50. Le monde du travail et la société dans son ensemble doivent
mieux apprécier les individus pour le potentiel qu’ils offrent:
si nous voulons préserver la paix et la cohésion sociales, il convient
impérativement de moderniser le contrat social en adoptant une approche
intégrée du travail décent et du développement. Les changements
structurels auxquels est confrontée notre société risquent de porter
gravement préjudice au tissu social, mais ils peuvent aussi susciter
l’élaboration de stratégies fondées sur le travail décent en mettant
à profit les interdépendances entre les pays pour agir en faveur
d’un développement plus équilibré.
51. Les médias et les réseaux sociaux ont transformé les modes
de communication et d’information et la manière de travailler des
individus. Ces outils peuvent également contribuer à faire pression
sur les gouvernements pour qu’ils intègrent dans leurs politiques
des stratégies en faveur du travail décent, et sur les employeurs
afin qu’ils respectent les droits fondamentaux au travail. A l’ère
de l’information, quelques secondes suffisent pour informer chaque
foyer des violations du droit du travail et susciter en retour une
révolte civique susceptible de mettre à mal la notoriété publique
des auteurs des abus. Ce pouvoir dont jouit la base ne devrait pas
être sous-estimé – d’abord et avant tout – par les travailleurs
eux-mêmes. Les institutions internationales peuvent également recourir
plus activement aux médias électroniques pour organiser des campagnes
publiques de promotion du travail décent afin de soutenir ou de
stimuler l’action des gouvernements.
52. Les acteurs du monde des entreprises sont bien entendu sceptiques
et hésitent face aux changements et les demandes des travailleurs.

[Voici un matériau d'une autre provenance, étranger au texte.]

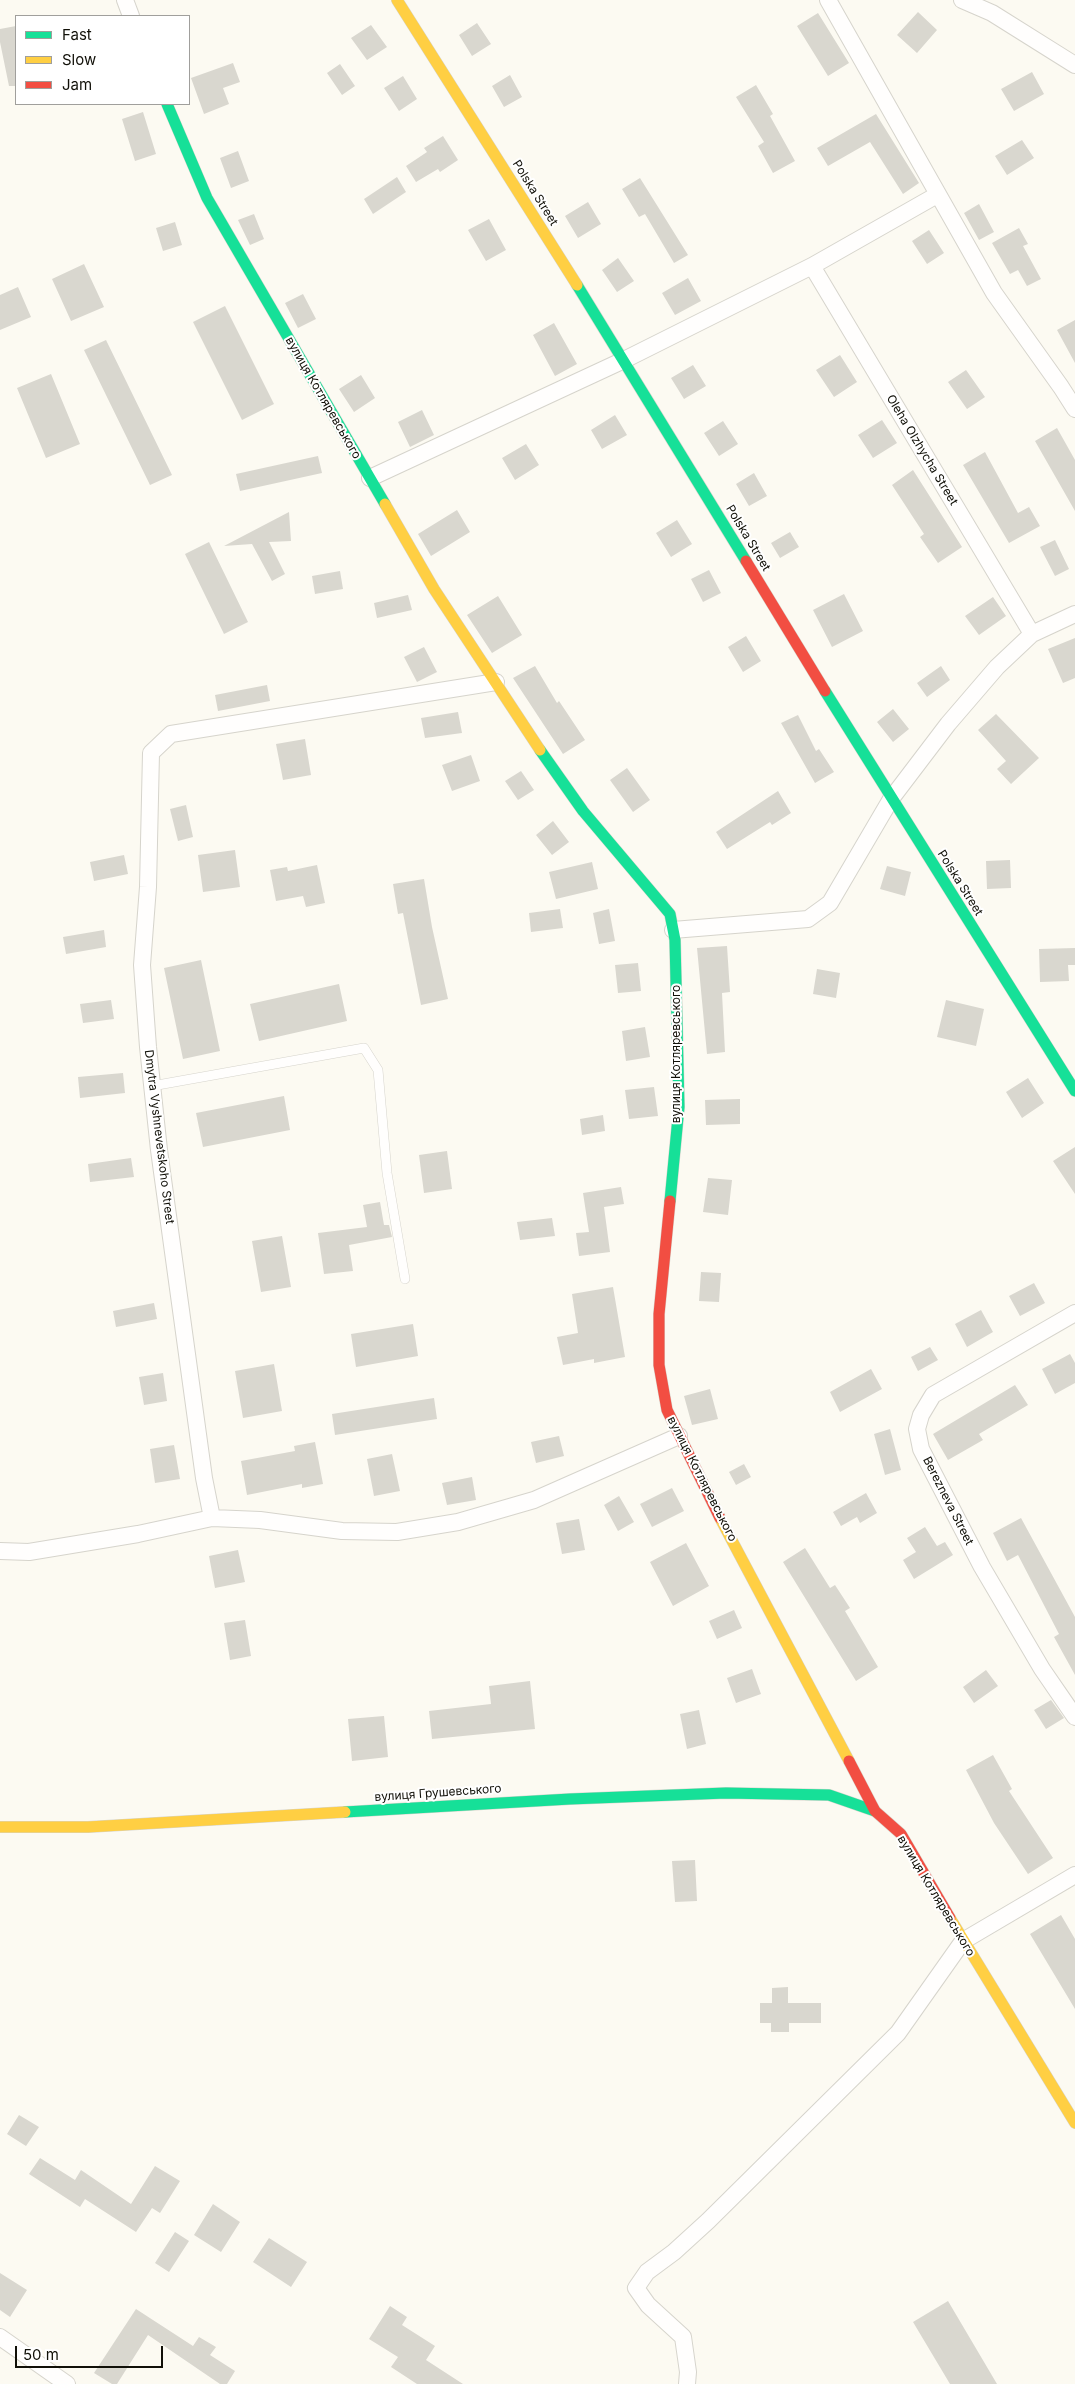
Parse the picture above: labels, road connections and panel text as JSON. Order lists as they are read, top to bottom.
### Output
{
  "streets": {
    "street": [
      "Polska Street",
      "вулиця Котляревського",
      "Oleha Olzhycha Street",
      "Dmytra Vyshnevetskoho Street",
      "Berezneva Street",
      "вулиця Грушевського"
    ]
  },
  "crossings": [
    ["вулиця Котляревського", "Dmytra Vyshnevetskoho Street"],
    ["вулиця Котляревського", "вулиця Грушевського"]
  ],
  "legend": ["Fast", "Slow", "Jam"],
  "scale_bar": "50 m"
}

Mais le jeu se joue à deux: toute personne qui travaille est également
un client potentiel qu’aucune logique d’entreprise ne peut se permettre
de négliger. Des salariés heureux, dévoués et loyaux créent davantage
de valeur pour l’entreprise en raison de leur plus grande efficacité,
d’une créativité récompensée et d’un moindre taux d’absentéisme
et d’accidents du travail. A l’évidence, dans la plupart de cas,
ce qui est bon pour les salariés l’est également pour l’entreprise.
Les petites entreprises, qui constituent la grande majorité des
employeurs dans le monde, devraient recevoir de la part des gouvernements
des signaux politiques clairs les incitant à créer des emplois,
à appliquer une éthique d’entreprise plus forte et à investir dans
les hommes et les femmes.
6. Remarques de conclusion
sur les stratégies pour l’avenir
53. Le travail décent n’est pas une utopie des responsables
politiques. Si nous voulons construire une société inclusive et
prospère, tout un chacun doit avoir les mêmes chances de participer
et de contribuer grâce à un travail respectueux des droits fondamentaux.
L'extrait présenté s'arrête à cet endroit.